Thursday, October 11, 2007

Fun With Images


Title page from "The Ouer-throw of an Irish rebell," 1608.

A response to Adam's encouraging us to "spread our wings." Instead, I'll let some heads roll...

Last week Matteo shared his favorite scene-concluding couplet in "The White Devil":

FRANCISCO: Like the wild Irish, I'll ne'er think thee dead
Till I can play at football with thy head. (4.1.134-5)


Patricia Palmer close reads exactly this couplet to begin her article, "'An headlesse Ladie' and 'a horse loade of heades': Writing the Beheading" (Renaissance Quarterly 60 [Spring 2007]: 25-57).

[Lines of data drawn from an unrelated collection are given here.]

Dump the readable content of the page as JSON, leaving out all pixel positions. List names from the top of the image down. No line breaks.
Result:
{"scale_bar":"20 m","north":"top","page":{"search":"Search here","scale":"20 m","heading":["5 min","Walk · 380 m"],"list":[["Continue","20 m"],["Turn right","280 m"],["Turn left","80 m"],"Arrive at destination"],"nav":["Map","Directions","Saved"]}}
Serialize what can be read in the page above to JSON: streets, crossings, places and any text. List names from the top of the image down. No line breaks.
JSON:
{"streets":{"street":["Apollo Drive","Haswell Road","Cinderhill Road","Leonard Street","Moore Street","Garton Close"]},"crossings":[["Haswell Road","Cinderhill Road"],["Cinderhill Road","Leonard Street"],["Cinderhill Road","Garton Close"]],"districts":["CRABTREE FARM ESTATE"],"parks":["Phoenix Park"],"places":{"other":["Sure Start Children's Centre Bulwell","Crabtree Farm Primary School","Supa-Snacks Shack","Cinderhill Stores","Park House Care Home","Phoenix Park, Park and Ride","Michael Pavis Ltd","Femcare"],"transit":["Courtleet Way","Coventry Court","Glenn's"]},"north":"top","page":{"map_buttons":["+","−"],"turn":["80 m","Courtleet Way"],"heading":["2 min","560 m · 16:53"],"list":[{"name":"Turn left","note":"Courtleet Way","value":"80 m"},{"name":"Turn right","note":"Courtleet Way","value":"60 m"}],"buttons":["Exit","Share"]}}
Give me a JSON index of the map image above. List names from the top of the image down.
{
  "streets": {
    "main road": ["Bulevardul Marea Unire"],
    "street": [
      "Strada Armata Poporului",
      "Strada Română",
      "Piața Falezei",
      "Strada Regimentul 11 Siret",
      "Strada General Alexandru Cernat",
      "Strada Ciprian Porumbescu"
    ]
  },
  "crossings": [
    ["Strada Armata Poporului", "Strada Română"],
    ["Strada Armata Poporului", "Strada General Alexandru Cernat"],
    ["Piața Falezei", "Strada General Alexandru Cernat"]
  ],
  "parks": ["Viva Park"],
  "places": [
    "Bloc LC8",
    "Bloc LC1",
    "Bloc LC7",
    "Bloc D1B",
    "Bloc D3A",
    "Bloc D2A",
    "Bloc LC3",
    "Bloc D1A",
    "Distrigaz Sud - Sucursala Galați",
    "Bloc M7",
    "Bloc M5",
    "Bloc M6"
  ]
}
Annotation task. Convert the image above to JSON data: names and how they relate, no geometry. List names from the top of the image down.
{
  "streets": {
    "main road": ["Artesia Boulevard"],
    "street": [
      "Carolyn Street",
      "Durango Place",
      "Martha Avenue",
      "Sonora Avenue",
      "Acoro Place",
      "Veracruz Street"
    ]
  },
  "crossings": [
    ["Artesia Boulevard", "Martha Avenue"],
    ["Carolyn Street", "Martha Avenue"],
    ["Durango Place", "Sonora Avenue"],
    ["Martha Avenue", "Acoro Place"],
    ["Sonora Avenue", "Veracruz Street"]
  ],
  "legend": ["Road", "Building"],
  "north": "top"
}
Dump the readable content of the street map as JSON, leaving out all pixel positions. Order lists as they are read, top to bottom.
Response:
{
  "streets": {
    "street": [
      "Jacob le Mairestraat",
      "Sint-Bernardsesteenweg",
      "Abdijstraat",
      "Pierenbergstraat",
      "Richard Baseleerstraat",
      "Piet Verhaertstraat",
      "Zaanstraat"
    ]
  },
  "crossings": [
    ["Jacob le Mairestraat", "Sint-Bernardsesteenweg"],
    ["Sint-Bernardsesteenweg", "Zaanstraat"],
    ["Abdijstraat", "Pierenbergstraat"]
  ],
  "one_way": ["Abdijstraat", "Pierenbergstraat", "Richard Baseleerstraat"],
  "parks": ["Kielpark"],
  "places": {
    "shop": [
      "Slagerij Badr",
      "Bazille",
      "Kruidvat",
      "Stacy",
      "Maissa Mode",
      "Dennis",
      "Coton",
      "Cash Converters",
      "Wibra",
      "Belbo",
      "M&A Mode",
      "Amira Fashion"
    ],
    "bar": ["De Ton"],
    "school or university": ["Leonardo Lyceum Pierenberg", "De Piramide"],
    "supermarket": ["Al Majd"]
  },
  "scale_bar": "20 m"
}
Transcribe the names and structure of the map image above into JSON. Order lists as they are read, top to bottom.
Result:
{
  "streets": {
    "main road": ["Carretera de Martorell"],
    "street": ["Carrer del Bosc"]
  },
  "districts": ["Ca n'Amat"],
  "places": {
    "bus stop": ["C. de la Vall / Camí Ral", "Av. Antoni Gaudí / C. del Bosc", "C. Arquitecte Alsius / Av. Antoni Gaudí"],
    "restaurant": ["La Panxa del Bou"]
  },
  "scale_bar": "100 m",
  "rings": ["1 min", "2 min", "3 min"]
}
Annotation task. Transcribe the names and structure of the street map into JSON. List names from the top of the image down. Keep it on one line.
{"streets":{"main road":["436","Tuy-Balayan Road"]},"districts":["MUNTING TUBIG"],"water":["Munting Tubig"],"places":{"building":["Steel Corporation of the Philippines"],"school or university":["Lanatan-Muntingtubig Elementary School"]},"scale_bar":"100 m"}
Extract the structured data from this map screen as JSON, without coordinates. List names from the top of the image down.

Elizabethan and Jacobean poets and artists represented Irish "savagery" by capturing their propensity for beheading English enemies. And yes, they would run around the field of battle playing soccer with those heads. Yet the English, as Palmer points out, engaged in the same practice (beheading Irish enemies, not so much with the soccer). Instead, we get things like the above illustration. She puts pressure on beheadings "as a site of cultural confrontation and of unexpected assertions of humanity" (25). It's a good read if you're interested in relations with Ireland or the emerging field of decapitation studies.

1 comment:

Tarquin Tar said...

"the emerging field of decapitation studies"....

I call this one for Areas.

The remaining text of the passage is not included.